I've told all my friends over and over that I'll never get kittens again...and then I signed up for fostering! XD I LOVE kittens from birth to about 8 weeks...at which point they morph into teeny adorable MONSTERS. Fostering is perfect because 1) they'll be in the basement, which is thoroughly kitten proofed, 2) I get to give them back, 3) I DON'T want kittens! Fostering adults cats would be much harder for me.



MowMow said:


> Neelix's nicknames are Kraken and Demon Spawn, but I'm pretty sure he thinks his actual name is "Knock it the **** off, Neelix!"


 Muffin's full name is Fuzz Muffin Naughty-Paws Underfoot MYLASTNAME (Unless he's really bad, then it's DADSLASTNAME  )

Alternately, we call him "D***it Muffin!" or "Get OFF" or "STOP THAT!" or sometimes "LEAVE TORRI ALONE! For Heaven's SAKE!"



MowMow said:


> I just keep chanting to myself "It's just..stuff. It's just... stuff. It can all be replaced..."

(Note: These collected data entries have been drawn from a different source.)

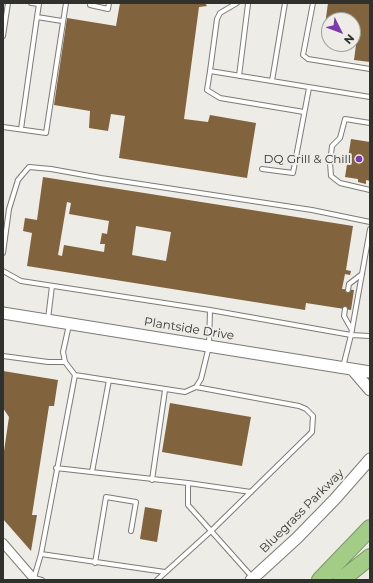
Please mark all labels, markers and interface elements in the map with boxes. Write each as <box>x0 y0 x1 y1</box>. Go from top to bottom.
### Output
north arrow <box>321 12 361 52</box>
text: N <box>341 31 357 47</box>
place label: DQ Grill & Chill <box>264 152 351 166</box>
marker: DQ Grill & Chill <box>354 154 364 164</box>
street label: Plantside Drive <box>143 315 235 343</box>
street label: Bluegrass Parkway <box>257 466 347 556</box>

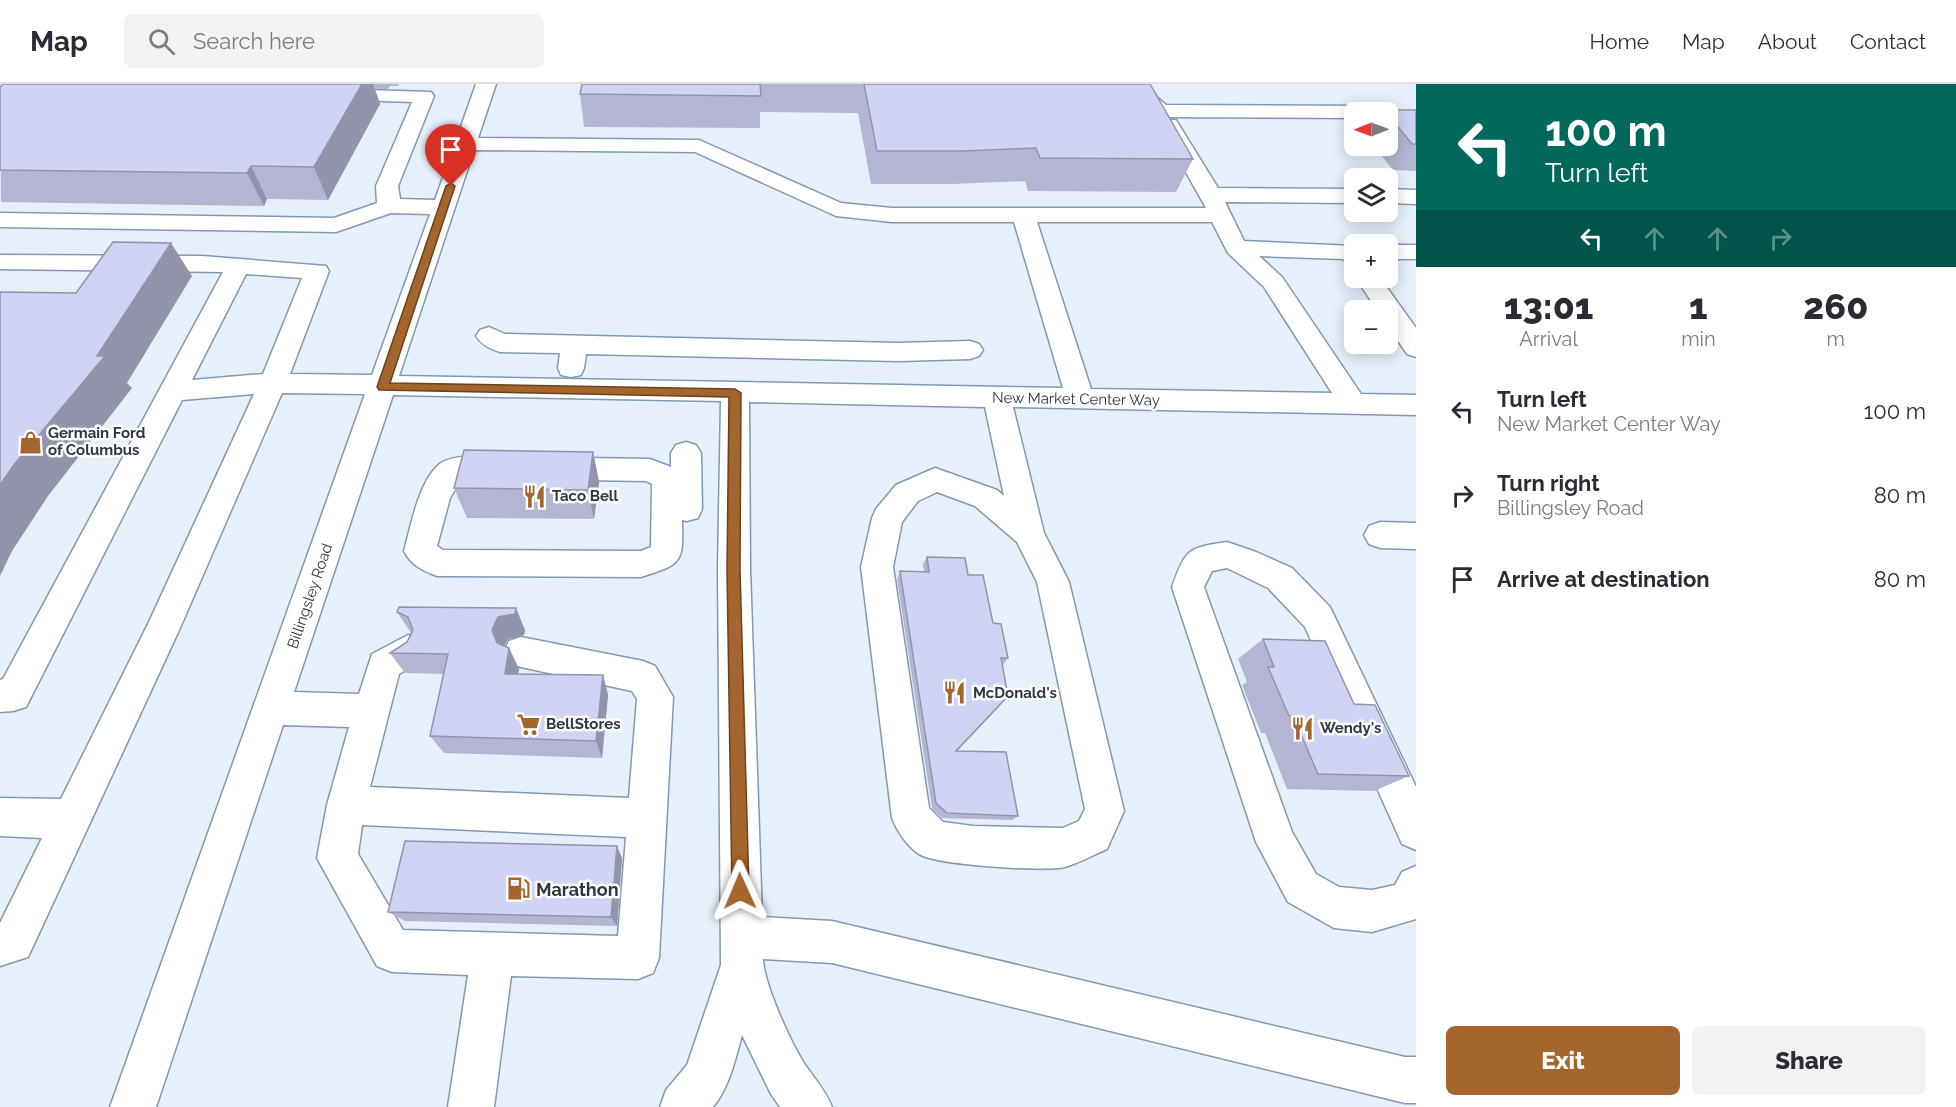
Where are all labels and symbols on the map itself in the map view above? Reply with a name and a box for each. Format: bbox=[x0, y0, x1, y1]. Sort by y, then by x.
north arrow bbox=[1344, 102, 1398, 156]
pin bbox=[425, 124, 476, 186]
street label: New Market Center Way bbox=[992, 389, 1160, 409]
place label: Germain Ford of Columbus bbox=[48, 424, 146, 459]
shop icon: Germain Ford of Columbus bbox=[17, 429, 43, 455]
restaurant icon: Taco Bell bbox=[521, 483, 547, 509]
place label: Taco Bell bbox=[552, 487, 619, 505]
street label: Billingsley Road bbox=[284, 541, 336, 651]
restaurant icon: McDonald's bbox=[942, 680, 968, 706]
place label: McDonald's bbox=[973, 684, 1057, 702]
supermarket icon: BellStores bbox=[515, 711, 541, 737]
place label: BellStores bbox=[546, 715, 621, 733]
restaurant icon: Wendy's bbox=[1289, 715, 1315, 741]
place label: Wendy's bbox=[1320, 719, 1381, 737]
position arrow bbox=[708, 859, 772, 923]
fuel station icon: Marathon bbox=[505, 876, 531, 902]
place label: Marathon bbox=[536, 879, 619, 900]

 I chant "I love my cats. I love my cats. I love my cats." And then Mr. Naughtypaws is bringing me his toys and making cute eyes at me in 'apology'. *sigh*

I'm a big fan of automatic toys, they are a lifesaver. We have this one for Muffin and we put it on probably once a day at least. In the summer he gets to go in the pen if he's being too much of a PITA (not punishment, by any means...he LOVES his pen and runs right to it when we open the back door). 

I'd also consider adopting another cat. Honestly, Doran was unmanageable for my SO when he was a kitten. He was very very good, when mum was home...but a complete terror when I was gone. When we brought Muffin in they bonded so quickly, and they spend a TON of time playing and grooming each other now. Completely worth it.


----------



## BotanyBlack (Apr 6, 2011)

I love to foster kittens.. then as soon as they are S/N they get adopted!! 

Let me tell you about Jack. He will be 20 in a week. I have had him since birth. I actually watched his furry butt get born. He STILL will push breakables off the table to get attention. The furry little... "I love my cat.. I love my cat" ! LOL He didn't really calm down until he was 4 years. and he was Neutered at 8 months.

But I agree. your furry one is still in his teenage time! You can try "Scattt". It may help or send him scurrying right through your breakables. 

If most of the damage takes place a night. I would Play him hard. I mean grab a wand toy or laser pointer and play him until he falls over panting (about 15 -20 minutes). When he no longer gets up to chase it and just watches, then Feed him a really good meal. then tuck him in his very own enclosed space. extra kitty proofed bedroom or bathroom works. He should sleep the night away then.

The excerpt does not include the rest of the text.